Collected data
○ ○ ○ ○ ○ ○ ○
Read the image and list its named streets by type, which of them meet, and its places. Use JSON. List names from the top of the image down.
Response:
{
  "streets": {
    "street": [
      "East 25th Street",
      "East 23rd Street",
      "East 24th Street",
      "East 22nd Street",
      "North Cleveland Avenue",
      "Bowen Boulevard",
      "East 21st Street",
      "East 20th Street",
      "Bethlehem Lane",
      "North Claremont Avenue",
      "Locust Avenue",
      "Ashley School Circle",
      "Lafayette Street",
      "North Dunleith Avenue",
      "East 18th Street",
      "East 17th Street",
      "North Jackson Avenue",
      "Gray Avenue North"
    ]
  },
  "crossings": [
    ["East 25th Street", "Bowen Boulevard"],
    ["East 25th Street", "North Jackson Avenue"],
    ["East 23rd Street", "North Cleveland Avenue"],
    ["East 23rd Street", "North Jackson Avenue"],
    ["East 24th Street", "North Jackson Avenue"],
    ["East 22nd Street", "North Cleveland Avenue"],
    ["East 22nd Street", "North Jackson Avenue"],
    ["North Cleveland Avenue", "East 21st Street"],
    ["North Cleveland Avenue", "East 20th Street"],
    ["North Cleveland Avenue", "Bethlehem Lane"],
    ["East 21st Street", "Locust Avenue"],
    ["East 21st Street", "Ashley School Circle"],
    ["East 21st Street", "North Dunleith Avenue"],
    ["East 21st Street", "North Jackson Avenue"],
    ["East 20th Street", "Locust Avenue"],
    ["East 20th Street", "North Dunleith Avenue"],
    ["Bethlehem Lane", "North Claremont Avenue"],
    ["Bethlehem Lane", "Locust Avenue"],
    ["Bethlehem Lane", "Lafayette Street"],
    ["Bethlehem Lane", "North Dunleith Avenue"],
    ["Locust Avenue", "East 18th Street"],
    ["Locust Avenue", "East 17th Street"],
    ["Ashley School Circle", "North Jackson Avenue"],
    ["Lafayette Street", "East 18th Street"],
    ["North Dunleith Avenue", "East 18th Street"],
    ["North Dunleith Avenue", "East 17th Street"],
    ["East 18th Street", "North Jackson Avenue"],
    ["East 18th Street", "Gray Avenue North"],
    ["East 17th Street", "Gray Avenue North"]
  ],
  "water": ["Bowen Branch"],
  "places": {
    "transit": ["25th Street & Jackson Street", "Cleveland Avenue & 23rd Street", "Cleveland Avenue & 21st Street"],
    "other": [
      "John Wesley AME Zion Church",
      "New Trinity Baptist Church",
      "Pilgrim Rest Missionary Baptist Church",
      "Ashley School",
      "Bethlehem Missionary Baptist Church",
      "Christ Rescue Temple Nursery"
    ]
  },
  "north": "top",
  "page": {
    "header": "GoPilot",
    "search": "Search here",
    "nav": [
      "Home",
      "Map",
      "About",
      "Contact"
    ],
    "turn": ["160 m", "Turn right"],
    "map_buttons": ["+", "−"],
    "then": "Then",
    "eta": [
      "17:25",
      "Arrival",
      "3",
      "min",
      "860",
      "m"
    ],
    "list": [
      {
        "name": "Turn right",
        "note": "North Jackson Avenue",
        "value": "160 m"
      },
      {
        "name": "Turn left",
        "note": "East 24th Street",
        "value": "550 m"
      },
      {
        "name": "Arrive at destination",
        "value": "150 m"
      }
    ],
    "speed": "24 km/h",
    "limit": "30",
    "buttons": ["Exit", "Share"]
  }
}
○ ○ ○ ○ ○ ○ ○
EXERCISE DIRECTIONS =>
Count, and answer with the number only: how many lines of the data include the string "list"?

ANSWER =>
2